Asynchronous Compute : what are the benefits?

Discussion in 'Console Technology' started by onQ, Sep 19, 2013.

  1. onQ

    onQ
    Veteran

    Joined:
    Mar 4, 2010
    Messages:
    1,540
    Likes Received:
    56
    Asynchronous Compute seems to be the biggest customization Sony made to the PS4 GPU hardware, yet I haven't seen much talk about it.

    What do you think will be the biggest benefits of having a asynchronous compute architecture in a console?
     
  2. gurgi

    Regular

    Joined:
    Jul 7, 2003
    Messages:
    605
    Likes Received:
    1
    It's one of the things I'm most excited about. I'm really curious about Knack, and how much of the particle physics are utilized in gameplay. Right now it seems Knack's pieces collide with enemies when you do a special move, which is cool, but I wonder what else they have up their sleeve. Havok uses GPGPU for particles as well.


    I can't wait to see what other algorithms devs think of this generation. It's way more interesting to me than the prettier graphics I've been chasing since my voodoo banshee days lol.
     
  3. taisui

    Regular

    Joined:
    Aug 29, 2013
    Messages:
    674
    Likes Received:
    0
    they upped the ACEs from 2 to 8, this should help with compute task utilization of the CUs.
     
  4. 3dilettante

    Legend Alpha

    Joined:
    Sep 15, 2003
    Messages:
    8,579
    Likes Received:
    4,797
    Location:
    Well within 3d
    I don't believe that is a customization. GCN wasn't introduced with Asynchronous Compute Engines years before the PS4 for no reason.
    Sony did drive certain optimizations for job dispatch and cache behavior when using coherent memory. None of the disclosures fundamentally change the nature of GPU compute, although they do seem to be targeted at reducing queueing delay at the front end and very serious overheads related to cache behavior at the other.


    The Jaguar cores are not computational monsters, and they can't utilize all that memory bandwidth.
    The advantage for loads that fit the CUs well, and possibly even some that don't (if the CPU section is already overburdened), is that a significant amount of peak computational ability is available with hopefully modest impact in a design that offers little other alternative.
     
  5. onQ

    onQ
    Veteran

    Joined:
    Mar 4, 2010
    Messages:
    1,540
    Likes Received:
    56
    The other GCN GPU's only have 2 ACE's for doing 4 compute jobs at a time PS4 GPU has been customized to have 8 ACE's for doing 64 compute jobs at a time.
     
  6. 3dilettante

    Legend Alpha

    Joined:
    Sep 15, 2003
    Messages:
    8,579
    Likes Received:
    4,797
    Location:
    Well within 3d
    Asynchronous Compute isn't defined by queue count.
    The question is "is there compute, and can it run out of lockstep with the CPU?"
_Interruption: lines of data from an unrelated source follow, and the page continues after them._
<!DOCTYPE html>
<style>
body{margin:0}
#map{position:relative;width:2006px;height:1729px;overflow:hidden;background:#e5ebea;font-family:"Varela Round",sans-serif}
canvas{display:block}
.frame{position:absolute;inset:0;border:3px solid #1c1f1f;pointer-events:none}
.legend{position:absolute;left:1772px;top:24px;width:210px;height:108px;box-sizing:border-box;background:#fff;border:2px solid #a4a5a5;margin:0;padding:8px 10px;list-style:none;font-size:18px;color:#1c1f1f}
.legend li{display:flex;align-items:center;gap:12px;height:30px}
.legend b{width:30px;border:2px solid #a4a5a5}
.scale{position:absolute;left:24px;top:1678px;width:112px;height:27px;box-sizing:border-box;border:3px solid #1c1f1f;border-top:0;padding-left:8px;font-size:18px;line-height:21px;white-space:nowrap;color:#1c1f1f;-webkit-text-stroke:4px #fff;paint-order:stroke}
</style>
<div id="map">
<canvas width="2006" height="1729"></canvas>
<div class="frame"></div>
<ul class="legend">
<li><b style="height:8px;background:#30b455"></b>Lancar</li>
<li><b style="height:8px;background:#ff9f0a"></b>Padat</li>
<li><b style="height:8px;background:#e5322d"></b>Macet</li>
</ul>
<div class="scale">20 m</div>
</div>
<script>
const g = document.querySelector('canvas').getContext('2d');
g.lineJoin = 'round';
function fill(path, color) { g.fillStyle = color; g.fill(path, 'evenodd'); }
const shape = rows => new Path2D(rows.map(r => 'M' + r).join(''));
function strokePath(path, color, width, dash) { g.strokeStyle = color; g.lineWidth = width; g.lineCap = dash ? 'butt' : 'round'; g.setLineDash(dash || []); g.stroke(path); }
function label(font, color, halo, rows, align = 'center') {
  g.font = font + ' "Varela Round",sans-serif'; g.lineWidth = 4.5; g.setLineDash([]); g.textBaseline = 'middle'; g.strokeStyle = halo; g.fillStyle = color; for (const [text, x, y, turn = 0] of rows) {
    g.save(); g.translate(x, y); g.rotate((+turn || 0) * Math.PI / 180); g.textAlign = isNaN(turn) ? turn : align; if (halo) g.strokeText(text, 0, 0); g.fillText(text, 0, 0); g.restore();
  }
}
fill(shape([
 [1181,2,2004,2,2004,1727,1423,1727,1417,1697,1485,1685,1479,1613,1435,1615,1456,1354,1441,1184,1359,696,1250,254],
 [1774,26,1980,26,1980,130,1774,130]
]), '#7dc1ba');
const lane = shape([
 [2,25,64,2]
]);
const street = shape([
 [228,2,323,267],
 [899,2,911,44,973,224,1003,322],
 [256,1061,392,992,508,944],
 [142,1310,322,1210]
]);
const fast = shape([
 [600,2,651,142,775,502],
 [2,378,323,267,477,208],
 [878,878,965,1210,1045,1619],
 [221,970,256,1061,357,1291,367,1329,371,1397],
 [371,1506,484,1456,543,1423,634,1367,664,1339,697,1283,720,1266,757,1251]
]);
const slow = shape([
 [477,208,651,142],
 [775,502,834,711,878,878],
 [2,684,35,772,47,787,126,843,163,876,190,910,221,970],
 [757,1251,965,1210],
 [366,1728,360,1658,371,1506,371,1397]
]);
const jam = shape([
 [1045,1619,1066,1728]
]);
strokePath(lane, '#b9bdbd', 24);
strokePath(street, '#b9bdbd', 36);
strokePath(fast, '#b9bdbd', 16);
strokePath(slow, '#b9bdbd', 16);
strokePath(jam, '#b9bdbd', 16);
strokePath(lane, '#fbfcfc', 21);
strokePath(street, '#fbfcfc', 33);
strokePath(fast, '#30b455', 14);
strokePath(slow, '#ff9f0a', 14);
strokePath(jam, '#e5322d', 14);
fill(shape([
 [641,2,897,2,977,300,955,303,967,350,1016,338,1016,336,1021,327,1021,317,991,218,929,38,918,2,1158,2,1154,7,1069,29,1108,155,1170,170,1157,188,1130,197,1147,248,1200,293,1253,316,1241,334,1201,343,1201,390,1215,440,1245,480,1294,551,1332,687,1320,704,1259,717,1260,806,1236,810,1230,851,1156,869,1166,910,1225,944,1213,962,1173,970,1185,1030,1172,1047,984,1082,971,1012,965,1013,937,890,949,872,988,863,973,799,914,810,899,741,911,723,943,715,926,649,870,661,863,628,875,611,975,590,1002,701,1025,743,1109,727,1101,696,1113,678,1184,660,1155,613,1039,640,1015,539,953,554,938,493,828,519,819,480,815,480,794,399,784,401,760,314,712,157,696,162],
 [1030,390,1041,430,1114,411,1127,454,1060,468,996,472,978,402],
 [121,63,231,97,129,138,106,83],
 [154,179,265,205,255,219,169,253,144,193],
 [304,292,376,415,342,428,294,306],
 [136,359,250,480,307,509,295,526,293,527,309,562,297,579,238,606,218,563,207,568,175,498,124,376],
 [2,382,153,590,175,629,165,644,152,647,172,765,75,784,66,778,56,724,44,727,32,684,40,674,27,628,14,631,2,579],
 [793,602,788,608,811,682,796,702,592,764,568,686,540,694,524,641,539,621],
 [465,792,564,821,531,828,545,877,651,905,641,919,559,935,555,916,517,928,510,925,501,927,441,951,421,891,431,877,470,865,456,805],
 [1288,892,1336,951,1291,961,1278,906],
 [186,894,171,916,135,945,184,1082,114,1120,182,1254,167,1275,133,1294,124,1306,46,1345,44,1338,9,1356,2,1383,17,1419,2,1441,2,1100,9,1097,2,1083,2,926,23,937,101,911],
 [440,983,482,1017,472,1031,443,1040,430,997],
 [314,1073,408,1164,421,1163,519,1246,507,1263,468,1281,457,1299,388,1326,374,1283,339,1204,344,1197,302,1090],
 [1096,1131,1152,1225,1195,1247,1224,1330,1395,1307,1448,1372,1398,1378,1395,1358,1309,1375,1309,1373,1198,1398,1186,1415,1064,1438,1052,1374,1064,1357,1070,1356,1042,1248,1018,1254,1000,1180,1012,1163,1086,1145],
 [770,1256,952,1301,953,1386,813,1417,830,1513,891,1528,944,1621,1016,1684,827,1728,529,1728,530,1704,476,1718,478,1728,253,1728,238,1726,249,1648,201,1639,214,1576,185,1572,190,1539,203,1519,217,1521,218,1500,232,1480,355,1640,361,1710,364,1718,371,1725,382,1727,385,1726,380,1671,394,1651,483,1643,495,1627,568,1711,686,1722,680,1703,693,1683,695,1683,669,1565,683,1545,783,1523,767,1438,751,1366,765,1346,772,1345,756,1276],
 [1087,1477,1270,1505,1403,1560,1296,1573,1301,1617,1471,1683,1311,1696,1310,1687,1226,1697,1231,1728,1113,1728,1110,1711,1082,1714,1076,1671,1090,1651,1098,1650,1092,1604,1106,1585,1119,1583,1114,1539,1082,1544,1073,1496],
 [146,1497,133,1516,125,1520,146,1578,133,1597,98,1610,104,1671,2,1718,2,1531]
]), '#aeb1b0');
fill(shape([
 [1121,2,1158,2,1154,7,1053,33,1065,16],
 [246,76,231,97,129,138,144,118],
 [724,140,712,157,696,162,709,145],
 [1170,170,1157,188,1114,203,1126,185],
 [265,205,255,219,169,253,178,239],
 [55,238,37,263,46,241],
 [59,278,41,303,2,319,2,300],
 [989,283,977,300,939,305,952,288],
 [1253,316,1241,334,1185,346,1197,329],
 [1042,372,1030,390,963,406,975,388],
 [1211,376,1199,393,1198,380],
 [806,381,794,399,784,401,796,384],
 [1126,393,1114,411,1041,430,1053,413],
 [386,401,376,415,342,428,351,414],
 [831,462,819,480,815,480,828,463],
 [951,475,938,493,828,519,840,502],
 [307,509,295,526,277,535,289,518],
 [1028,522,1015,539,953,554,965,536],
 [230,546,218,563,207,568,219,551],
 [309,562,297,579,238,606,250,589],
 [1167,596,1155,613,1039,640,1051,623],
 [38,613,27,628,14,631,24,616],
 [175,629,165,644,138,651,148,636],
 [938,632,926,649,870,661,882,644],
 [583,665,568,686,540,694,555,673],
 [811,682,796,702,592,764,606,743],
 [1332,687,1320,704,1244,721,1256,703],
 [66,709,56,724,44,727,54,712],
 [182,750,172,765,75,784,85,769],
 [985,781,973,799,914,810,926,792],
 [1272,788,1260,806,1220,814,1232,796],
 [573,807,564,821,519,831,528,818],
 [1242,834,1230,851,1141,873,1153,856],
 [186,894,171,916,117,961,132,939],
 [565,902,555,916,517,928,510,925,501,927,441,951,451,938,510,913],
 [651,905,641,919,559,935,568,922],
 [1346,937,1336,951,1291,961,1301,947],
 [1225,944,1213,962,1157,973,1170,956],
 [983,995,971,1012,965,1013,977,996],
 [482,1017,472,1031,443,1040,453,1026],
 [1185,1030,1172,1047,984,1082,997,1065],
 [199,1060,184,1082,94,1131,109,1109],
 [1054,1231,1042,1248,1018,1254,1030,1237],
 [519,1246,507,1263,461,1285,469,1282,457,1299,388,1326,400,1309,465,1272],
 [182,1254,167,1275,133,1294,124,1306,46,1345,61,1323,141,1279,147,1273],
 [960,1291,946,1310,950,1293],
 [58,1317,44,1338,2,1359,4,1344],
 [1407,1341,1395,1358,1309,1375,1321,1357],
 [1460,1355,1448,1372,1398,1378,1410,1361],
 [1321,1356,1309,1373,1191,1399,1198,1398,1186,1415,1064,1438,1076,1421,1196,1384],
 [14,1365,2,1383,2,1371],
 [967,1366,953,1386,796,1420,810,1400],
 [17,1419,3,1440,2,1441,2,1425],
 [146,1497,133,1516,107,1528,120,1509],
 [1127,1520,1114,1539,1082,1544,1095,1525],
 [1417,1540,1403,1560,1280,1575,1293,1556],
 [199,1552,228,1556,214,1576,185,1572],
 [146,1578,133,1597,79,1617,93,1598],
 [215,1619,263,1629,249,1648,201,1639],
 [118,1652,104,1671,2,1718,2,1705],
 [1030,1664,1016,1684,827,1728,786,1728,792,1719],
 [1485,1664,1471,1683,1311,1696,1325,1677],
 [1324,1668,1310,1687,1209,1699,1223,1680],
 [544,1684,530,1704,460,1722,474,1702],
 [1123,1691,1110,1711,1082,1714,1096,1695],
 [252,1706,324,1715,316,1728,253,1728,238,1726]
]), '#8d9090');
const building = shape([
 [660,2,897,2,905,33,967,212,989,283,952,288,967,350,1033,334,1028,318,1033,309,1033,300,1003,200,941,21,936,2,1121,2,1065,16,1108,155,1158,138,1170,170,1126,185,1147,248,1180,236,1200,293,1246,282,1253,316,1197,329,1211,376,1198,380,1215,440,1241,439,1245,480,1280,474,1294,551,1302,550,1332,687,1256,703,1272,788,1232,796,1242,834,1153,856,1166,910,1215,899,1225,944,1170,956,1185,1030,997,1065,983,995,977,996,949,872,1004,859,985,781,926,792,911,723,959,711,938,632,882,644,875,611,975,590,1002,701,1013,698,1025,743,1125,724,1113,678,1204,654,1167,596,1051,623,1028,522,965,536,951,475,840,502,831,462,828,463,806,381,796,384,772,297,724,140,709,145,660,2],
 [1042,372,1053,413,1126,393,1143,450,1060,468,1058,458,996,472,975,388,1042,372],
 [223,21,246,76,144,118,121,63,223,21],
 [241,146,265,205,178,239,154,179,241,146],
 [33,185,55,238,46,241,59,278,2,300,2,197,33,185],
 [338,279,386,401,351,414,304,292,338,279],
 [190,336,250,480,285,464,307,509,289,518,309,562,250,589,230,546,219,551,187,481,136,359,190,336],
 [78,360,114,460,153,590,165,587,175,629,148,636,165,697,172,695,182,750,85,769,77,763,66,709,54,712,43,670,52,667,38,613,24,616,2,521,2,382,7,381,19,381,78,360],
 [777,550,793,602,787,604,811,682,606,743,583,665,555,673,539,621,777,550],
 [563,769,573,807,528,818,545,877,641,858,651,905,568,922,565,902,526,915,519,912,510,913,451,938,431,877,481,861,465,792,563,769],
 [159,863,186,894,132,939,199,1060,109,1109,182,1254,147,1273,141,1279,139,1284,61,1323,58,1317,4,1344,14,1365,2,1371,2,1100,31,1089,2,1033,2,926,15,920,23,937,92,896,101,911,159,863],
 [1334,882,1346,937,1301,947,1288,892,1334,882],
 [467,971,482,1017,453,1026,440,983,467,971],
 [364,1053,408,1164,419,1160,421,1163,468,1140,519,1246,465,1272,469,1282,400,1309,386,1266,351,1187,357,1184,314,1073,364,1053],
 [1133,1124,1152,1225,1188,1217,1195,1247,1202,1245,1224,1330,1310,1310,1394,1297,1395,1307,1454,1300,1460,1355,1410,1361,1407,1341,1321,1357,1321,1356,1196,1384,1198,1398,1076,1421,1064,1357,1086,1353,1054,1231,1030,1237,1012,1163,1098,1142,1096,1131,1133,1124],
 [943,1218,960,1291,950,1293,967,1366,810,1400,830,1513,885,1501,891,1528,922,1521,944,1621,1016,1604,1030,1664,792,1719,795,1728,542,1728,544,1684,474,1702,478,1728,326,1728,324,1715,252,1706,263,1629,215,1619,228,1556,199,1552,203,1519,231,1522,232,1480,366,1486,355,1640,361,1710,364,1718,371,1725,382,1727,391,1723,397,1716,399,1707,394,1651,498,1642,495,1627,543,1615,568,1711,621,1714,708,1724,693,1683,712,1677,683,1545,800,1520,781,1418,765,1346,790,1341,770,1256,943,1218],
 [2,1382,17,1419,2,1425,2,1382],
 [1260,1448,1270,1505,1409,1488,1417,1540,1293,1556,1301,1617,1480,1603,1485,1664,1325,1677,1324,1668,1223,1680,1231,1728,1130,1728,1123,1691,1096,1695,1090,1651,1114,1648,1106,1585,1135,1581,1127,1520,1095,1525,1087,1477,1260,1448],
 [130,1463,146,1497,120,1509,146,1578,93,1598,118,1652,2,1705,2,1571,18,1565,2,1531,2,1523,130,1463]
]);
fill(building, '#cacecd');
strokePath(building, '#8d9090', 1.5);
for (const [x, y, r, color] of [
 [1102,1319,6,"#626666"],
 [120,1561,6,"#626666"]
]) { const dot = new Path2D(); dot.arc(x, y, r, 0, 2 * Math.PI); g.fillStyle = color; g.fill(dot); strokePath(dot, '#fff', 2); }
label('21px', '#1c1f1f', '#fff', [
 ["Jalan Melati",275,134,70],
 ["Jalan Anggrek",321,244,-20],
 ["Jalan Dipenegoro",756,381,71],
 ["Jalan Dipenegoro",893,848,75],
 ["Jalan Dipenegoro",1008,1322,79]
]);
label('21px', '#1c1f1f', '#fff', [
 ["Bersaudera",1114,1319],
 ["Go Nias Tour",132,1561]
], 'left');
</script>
    Sony has advanced the concept by making the process of using it more streamlined, and if the APIs and tool chains are robust, potentially the other party besides Microsoft bringing the innovation of providing a software platform that can actually use the hardware to an AMD device.
     
  7. Scott_Arm

    Legend

    Joined:
    Jun 16, 2004
    Messages:
    14,864
    Likes Received:
    7,143
    I think it's just the way you worded the title and the first post make it seem like asynchronous compute is unique to PS4, which it is not. I think you're both in agreement about what the customization is.
     
  8. Esrever

    Regular Newcomer

    Joined:
    Feb 6, 2013
    Messages:
    833
    Likes Received:
    627
    Is there a good use for 8 ACEs?
     
  9. 3dilettante

    Legend Alpha

    Joined:
    Sep 15, 2003
    Messages:
    8,579
    Likes Received:
    4,797
    Location:
    Well within 3d
    It allows more compute jobs to be available at once for the compute front end to pick from.
    This means fewer cases where commands are backed up behind queue entries they aren't dependent on that just happen to be in the same queue.

    I suppose at 64 queues that Sony really hopes that there will be way more jobs running concurrently than is done at present.
     
  10. Arwin

    Arwin Now Officially a Top 10 Poster
    Moderator Legend

    Joined:
    May 17, 2006
    Messages:
    18,525
    Likes Received:
    2,263
    Location:
    Maastricht, The Netherlands
    Didn't they also mention a far more fine-grained priority system, as one of the customisations?
     
  11. 3dilettante

    Legend Alpha

    Joined:
    Sep 15, 2003
    Messages:
    8,579
    Likes Received:
    4,797
    Location:
    Well within 3d
    It's been so long and Sony's messaging has relatively content-free lately that I can't remember.
    Of the big three customizations Cerny mentioned, the compute one did mention prioritization and arbitration in hardware.
    However, it wasn't clear if the prioritization scheme was something Sony asked for, or if it's something Sony's front-end customization simply relies on or exposes.
     
  12. Esrever

    Regular Newcomer

    Joined:
    Feb 6, 2013
    Messages:
    833
    Likes Received:
    627
    didn't bonaire already have upgraded ACEs compared to gcn?

    Would the ps4 gpu be based on sea island?
     
  13. 3dilettante

    Legend Alpha

    Joined:
    Sep 15, 2003
    Messages:
    8,579
    Likes Received:
    4,797
    Location:
    Well within 3d
    The indications are the hardware has the capability, but no analysis of the released Bonaire cards mentions it being exposed.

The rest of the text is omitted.